*** Records ***

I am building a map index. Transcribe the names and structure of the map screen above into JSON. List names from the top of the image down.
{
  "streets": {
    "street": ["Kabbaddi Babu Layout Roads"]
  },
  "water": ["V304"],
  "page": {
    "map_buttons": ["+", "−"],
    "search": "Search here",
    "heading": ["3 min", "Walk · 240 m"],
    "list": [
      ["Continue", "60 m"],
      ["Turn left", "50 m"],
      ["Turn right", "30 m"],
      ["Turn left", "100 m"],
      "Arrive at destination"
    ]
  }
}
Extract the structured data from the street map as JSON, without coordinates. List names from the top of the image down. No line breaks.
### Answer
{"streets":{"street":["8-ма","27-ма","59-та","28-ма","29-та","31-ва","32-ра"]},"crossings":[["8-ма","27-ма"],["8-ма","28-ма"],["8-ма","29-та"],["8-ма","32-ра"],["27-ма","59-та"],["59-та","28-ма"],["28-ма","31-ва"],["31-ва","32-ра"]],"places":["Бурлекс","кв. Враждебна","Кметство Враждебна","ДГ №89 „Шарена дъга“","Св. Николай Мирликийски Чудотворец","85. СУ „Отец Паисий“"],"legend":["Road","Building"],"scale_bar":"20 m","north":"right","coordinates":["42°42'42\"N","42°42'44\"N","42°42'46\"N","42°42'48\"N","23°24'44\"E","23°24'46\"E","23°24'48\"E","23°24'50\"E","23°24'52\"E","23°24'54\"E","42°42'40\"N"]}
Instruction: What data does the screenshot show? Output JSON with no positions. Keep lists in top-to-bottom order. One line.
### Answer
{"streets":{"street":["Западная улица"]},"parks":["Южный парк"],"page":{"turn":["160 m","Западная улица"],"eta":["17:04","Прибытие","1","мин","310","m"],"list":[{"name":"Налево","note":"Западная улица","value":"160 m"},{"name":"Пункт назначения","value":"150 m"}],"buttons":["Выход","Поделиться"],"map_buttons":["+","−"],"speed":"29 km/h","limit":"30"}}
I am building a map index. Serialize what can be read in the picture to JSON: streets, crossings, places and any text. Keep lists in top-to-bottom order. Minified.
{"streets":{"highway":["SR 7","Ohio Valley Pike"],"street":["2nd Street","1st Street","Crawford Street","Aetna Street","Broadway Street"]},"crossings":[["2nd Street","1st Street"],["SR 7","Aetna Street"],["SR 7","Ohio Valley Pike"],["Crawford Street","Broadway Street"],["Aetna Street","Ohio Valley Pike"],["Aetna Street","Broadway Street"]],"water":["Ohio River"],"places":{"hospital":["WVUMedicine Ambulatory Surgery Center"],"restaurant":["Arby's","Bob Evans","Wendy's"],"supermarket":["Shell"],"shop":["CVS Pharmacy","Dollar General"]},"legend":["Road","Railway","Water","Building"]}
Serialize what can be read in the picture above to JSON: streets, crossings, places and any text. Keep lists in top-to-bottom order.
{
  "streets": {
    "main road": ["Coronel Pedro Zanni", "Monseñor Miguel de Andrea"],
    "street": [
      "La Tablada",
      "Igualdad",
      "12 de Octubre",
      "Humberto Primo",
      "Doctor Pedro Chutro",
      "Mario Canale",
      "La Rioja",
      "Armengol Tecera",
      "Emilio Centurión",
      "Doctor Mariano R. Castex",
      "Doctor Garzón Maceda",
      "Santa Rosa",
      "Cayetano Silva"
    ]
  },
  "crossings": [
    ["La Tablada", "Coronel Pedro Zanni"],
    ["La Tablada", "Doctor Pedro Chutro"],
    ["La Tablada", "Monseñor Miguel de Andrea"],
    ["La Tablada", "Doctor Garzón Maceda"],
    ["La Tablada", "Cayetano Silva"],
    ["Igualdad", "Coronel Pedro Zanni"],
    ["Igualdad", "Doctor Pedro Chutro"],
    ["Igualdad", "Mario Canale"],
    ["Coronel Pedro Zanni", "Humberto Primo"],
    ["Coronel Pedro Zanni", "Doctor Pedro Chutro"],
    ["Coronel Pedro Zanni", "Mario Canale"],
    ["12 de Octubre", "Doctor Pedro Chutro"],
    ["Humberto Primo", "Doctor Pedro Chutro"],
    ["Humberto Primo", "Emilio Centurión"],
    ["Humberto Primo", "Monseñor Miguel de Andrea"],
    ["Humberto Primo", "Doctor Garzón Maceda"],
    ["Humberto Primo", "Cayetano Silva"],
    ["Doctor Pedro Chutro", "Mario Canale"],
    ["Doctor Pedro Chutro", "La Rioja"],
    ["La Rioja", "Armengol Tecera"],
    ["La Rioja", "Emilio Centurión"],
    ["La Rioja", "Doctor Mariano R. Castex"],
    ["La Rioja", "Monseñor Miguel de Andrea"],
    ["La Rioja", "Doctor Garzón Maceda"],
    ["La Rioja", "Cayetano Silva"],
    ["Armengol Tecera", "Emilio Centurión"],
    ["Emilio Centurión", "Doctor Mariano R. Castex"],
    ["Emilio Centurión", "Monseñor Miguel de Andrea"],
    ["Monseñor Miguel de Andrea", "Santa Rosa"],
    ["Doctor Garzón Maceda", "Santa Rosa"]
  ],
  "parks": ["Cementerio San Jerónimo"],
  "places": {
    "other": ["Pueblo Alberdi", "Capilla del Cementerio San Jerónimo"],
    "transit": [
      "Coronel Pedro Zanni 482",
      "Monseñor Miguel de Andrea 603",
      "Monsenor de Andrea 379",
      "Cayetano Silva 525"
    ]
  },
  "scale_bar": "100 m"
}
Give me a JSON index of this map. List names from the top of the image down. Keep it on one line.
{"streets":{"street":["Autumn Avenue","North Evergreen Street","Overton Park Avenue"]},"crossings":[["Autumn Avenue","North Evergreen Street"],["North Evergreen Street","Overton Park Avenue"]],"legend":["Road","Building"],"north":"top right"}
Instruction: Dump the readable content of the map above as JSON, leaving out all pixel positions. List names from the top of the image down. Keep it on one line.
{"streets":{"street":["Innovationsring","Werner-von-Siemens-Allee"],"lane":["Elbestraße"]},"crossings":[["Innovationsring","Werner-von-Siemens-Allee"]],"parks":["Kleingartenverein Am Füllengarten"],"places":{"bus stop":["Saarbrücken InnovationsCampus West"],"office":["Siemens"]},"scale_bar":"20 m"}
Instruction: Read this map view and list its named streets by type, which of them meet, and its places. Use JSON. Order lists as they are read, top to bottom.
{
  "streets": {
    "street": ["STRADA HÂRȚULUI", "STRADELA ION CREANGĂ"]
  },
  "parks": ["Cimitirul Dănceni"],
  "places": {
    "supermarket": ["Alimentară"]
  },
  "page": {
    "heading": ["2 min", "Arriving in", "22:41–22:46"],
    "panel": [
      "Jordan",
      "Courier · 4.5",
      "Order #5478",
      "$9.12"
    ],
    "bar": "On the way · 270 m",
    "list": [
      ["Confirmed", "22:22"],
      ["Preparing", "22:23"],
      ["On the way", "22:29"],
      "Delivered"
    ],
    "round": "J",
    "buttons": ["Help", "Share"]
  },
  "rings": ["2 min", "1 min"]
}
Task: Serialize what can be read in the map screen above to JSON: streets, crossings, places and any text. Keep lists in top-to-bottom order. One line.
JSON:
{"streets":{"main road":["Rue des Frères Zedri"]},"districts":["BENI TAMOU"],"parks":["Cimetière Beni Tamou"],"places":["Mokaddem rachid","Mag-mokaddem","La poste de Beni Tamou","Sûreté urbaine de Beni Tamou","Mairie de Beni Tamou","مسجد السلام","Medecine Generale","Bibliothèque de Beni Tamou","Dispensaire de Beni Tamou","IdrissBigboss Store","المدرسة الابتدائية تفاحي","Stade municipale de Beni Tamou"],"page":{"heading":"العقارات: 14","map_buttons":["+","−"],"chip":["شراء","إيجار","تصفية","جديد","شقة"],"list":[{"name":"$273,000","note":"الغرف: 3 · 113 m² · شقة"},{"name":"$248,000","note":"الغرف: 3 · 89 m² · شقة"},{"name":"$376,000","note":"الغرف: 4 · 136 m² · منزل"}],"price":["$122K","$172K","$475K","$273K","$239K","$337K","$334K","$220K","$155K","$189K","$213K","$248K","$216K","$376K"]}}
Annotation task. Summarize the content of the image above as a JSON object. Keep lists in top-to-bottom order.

*** End of Records ***

:: Exercise details ::
Transcribe the lines above between the line holding "Give me a JSON" and the line holding "Task: Serialize what", inclusive, exactly as they stand and with nothing added.

:: Your response ::
Give me a JSON index of this map. List names from the top of the image down. Keep it on one line.
{"streets":{"street":["Autumn Avenue","North Evergreen Street","Overton Park Avenue"]},"crossings":[["Autumn Avenue","North Evergreen Street"],["North Evergreen Street","Overton Park Avenue"]],"legend":["Road","Building"],"north":"top right"}
Instruction: Dump the readable content of the map above as JSON, leaving out all pixel positions. List names from the top of the image down. Keep it on one line.
{"streets":{"street":["Innovationsring","Werner-von-Siemens-Allee"],"lane":["Elbestraße"]},"crossings":[["Innovationsring","Werner-von-Siemens-Allee"]],"parks":["Kleingartenverein Am Füllengarten"],"places":{"bus stop":["Saarbrücken InnovationsCampus West"],"office":["Siemens"]},"scale_bar":"20 m"}
Instruction: Read this map view and list its named streets by type, which of them meet, and its places. Use JSON. Order lists as they are read, top to bottom.
{
  "streets": {
    "street": ["STRADA HÂRȚULUI", "STRADELA ION CREANGĂ"]
  },
  "parks": ["Cimitirul Dănceni"],
  "places": {
    "supermarket": ["Alimentară"]
  },
  "page": {
    "heading": ["2 min", "Arriving in", "22:41–22:46"],
    "panel": [
      "Jordan",
      "Courier · 4.5",
      "Order #5478",
      "$9.12"
    ],
    "bar": "On the way · 270 m",
    "list": [
      ["Confirmed", "22:22"],
      ["Preparing", "22:23"],
      ["On the way", "22:29"],
      "Delivered"
    ],
    "round": "J",
    "buttons": ["Help", "Share"]
  },
  "rings": ["2 min", "1 min"]
}
Task: Serialize what can be read in the map screen above to JSON: streets, crossings, places and any text. Keep lists in top-to-bottom order. One line.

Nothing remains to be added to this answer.